En opposition à la conversion future des païens, le prophète contemple et décrit de nouveau avec douleur l’endurcissement persistant d’Israël.
Cette parole signifie ou que le péché est enraciné dans le cœur des hommes de Juda et qu’il ne peut plus en être extirpé ; ou plutôt : que les preuves du péché de ce peuple sont tellement patentes, qu’il ne saurait être nié par personne. La première preuve est intérieure ; c’est l’état des cœurs, le penchant invétéré à l’idolâtrie. La seconde est extérieure ; ce sont les autels souillés par le sang des victimes offertes aux idoles.
Style de fer. Comparez Jérémie 8.8, note.
Pointe de diamant. Les sculpteurs se servaient, selon Pline, de morceaux de diamant, enchâssés dans le fer, pour attaquer les pierres les plus dures.

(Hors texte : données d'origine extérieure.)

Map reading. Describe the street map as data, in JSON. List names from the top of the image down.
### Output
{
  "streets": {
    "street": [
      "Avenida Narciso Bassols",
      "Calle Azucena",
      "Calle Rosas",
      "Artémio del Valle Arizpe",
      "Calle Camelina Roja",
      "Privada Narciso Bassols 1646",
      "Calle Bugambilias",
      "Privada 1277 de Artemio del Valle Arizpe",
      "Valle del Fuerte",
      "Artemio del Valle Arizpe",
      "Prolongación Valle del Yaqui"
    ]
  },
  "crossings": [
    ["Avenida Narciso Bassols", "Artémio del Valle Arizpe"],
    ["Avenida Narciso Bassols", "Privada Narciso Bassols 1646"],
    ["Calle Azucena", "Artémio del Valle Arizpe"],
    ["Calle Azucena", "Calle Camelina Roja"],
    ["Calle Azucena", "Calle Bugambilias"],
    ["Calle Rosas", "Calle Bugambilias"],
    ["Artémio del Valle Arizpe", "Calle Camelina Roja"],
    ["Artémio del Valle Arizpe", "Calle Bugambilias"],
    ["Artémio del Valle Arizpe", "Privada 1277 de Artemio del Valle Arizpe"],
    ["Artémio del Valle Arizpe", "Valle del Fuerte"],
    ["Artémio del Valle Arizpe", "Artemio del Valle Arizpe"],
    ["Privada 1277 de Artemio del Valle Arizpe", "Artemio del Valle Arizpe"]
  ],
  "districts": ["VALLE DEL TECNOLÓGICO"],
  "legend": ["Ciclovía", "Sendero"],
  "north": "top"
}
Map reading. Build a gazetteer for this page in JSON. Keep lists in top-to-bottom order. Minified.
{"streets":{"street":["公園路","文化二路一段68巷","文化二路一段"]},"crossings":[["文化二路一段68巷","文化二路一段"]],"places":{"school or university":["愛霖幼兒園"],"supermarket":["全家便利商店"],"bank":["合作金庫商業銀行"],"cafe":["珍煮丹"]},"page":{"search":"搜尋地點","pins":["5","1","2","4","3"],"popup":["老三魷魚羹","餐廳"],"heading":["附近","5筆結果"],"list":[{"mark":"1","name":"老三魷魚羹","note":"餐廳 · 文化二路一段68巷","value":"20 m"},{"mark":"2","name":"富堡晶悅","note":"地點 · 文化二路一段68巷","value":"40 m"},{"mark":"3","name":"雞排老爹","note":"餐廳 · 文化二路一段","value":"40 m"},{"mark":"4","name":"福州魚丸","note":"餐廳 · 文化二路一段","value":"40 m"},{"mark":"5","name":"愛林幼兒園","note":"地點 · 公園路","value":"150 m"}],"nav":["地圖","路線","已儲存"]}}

Aux cornes de leurs autels. Comme Josias avait détruit tous les autels des faux dieux, il est probable qu’il s’agit ici des autels de Jéhova (l’autel des holocaustes et l’autel des parfums). On n’avait pas craint aux jours de Manassé d’oindre les coins de ces autels du sang des victimes impures.
Le texte hébreu est susceptible de deux interprétations, selon que l’on fait du mot enfants l’objet ou le sujet : Comme ils pensent à leurs enfants, ainsi ils pensent avec regret à leurs autels (idolâtres).
Ou bien : Pendant que (ou en ce que) leurs enfants ont un si vivant souvenir des actes d’idolâtrie de leurs pères, que chaque arbre touffu et chaque haut-lieu les leur rappelle.
Le second sens s’accorde mieux avec celui que nous avons donné au verset 1.
Aschères. La déesse Aschéra (dont le nom signifie probablement heureuse ou qui rend heureux était l’épouse de Baal (de là son autre nom de Baaltis). Elle était représentée par un simple poteau de bois à côté de la statue de Baal. De là l’expression Deutéronome 16.21 : Tu ne te dresseras pas une aschère, de quelque bois que ce soit, à côté de l’autel de Jéhova. C’eût été identifier cet autel avec celui de Baal.
La montagne du champ est sans doute la ville de Jérusalem, envisagée comme la forteresse où les habitants du pays se réfugient en temps de guerre, avec leurs biens.
Comparez Jérémie 21.13, où Jérusalem est appelée le rocher de la plaine.
Tu laisseras en friche… : peut-être allusion à la loi Exode 23.11 ; Deutéronome 15.1 ; Deutéronome 31.10. Comparez 2 Chroniques 36.21.
Par ta faute, littéralement : à cause de toi.
Les versets 3 et 4 sont la reproduction presque textuelle de Jérémie 15.13-14.
La cause cachée de la ruine de Juda : la confiance en l’homme et aux moyens humains, au lieu de la confiance en Jéhova seul.
L’homme : les grands ou les peuples dont on recherche la faveur et l’appui.
La chair : toutes les ressources d’habileté et de puissance dont les autres disposent ou que l’on possède soi-même. Le verset 11 prouve qu’il s’agit ici particulièrement de richesses injustement acquises.
Dont le cœur se retire. Cette confiance en la chair bannit du cœur la confiance en l’Éternel. De là le : Maudit soit… Dieu abandonne celui qui l’abandonne.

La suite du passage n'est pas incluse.